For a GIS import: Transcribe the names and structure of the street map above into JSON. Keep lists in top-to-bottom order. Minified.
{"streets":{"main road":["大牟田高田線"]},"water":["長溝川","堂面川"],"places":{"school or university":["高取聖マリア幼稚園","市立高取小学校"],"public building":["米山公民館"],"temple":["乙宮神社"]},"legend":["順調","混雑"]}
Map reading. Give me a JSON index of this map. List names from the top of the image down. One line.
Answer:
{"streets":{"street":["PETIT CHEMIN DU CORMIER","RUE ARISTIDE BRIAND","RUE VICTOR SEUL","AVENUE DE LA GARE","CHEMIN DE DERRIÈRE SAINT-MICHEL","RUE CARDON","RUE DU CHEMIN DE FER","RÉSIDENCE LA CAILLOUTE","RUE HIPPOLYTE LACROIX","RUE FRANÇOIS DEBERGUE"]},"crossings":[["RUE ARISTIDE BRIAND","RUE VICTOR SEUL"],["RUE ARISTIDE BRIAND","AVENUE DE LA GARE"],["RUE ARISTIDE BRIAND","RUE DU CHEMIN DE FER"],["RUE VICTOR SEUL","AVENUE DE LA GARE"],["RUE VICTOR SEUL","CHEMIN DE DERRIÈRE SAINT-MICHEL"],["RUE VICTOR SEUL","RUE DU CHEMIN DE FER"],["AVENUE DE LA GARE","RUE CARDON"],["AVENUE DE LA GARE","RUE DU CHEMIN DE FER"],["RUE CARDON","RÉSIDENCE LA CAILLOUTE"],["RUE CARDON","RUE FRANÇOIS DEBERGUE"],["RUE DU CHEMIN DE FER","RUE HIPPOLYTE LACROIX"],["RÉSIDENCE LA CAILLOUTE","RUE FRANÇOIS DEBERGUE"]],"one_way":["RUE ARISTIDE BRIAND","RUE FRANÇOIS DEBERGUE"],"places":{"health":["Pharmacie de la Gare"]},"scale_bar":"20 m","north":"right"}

* * *

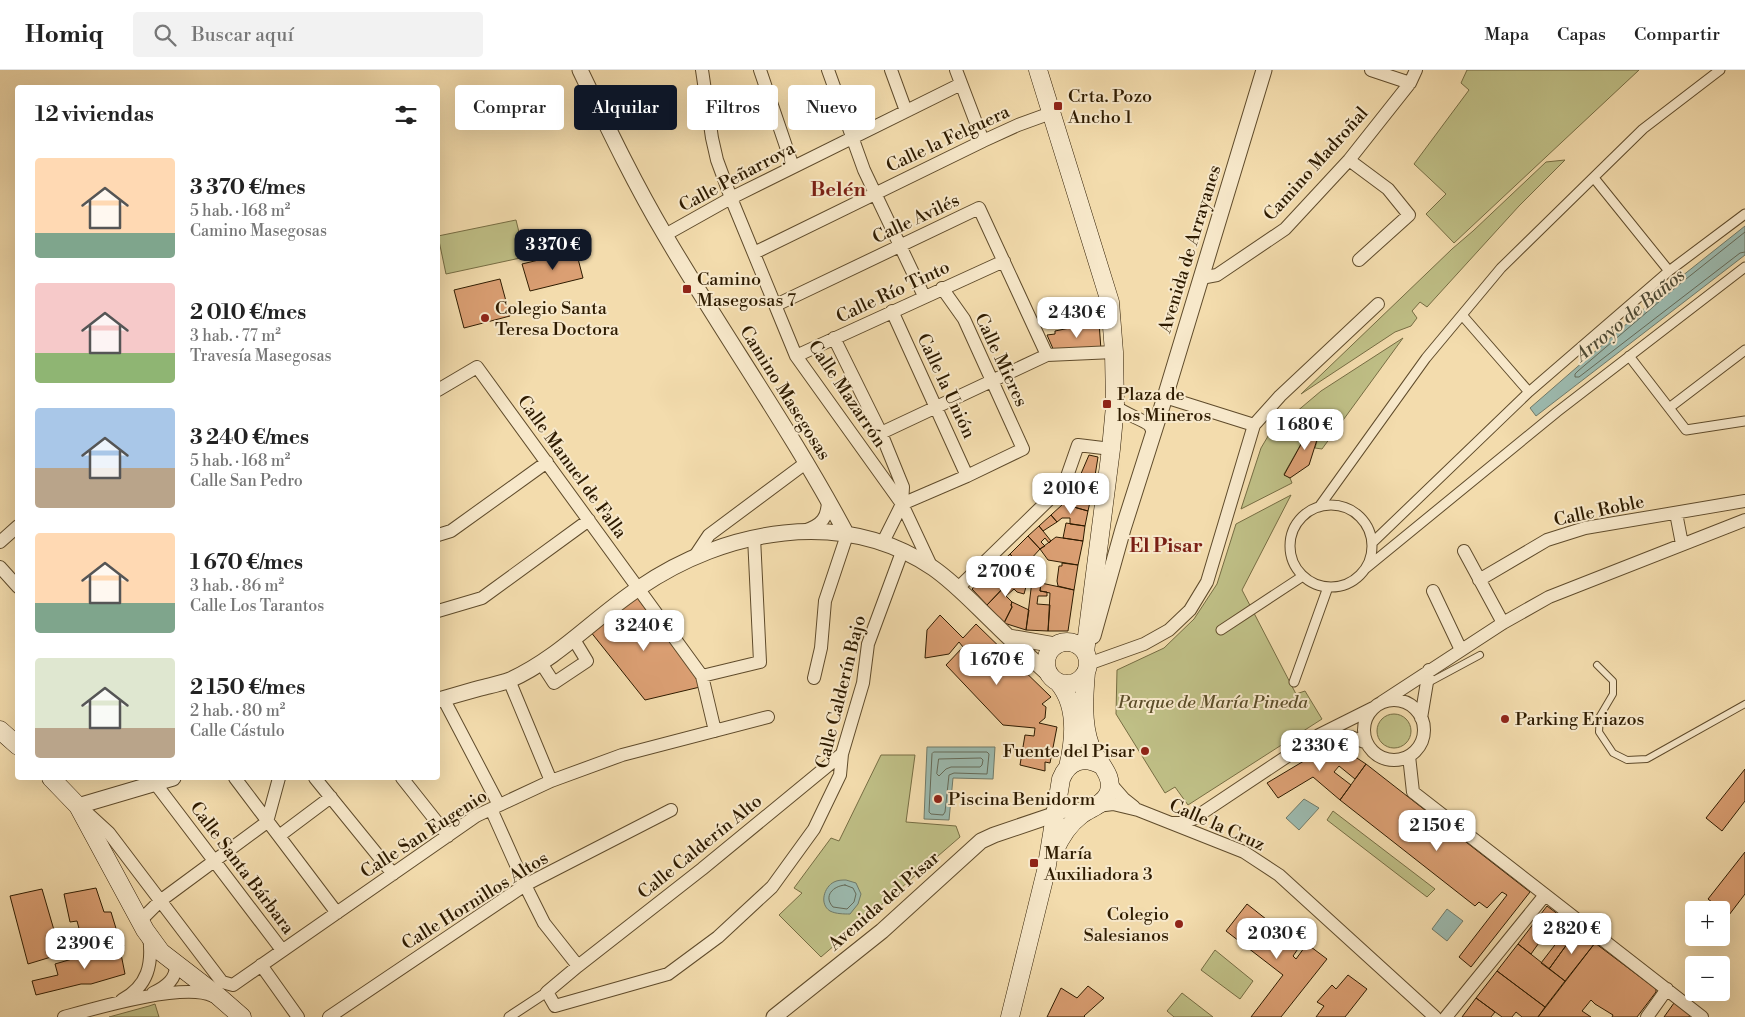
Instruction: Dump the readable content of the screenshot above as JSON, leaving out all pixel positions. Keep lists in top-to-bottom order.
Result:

==

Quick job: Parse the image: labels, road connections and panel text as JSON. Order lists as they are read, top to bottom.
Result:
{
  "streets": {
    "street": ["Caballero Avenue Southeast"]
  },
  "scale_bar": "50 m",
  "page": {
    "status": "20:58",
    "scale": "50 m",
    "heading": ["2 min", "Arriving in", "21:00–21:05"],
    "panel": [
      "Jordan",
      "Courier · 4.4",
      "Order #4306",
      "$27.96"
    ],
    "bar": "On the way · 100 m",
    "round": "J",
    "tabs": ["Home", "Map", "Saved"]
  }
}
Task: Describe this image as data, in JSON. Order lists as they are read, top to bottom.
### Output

* [Task item]: Reproduce exactly the lines of the records above from the one with "For a GIS import: Transcribe" to the one with "Map reading. Give", both included, and leave out everything else.

* [Solution below]:
For a GIS import: Transcribe the names and structure of the street map above into JSON. Keep lists in top-to-bottom order. Minified.
{"streets":{"main road":["大牟田高田線"]},"water":["長溝川","堂面川"],"places":{"school or university":["高取聖マリア幼稚園","市立高取小学校"],"public building":["米山公民館"],"temple":["乙宮神社"]},"legend":["順調","混雑"]}
Map reading. Give me a JSON index of this map. List names from the top of the image down. One line.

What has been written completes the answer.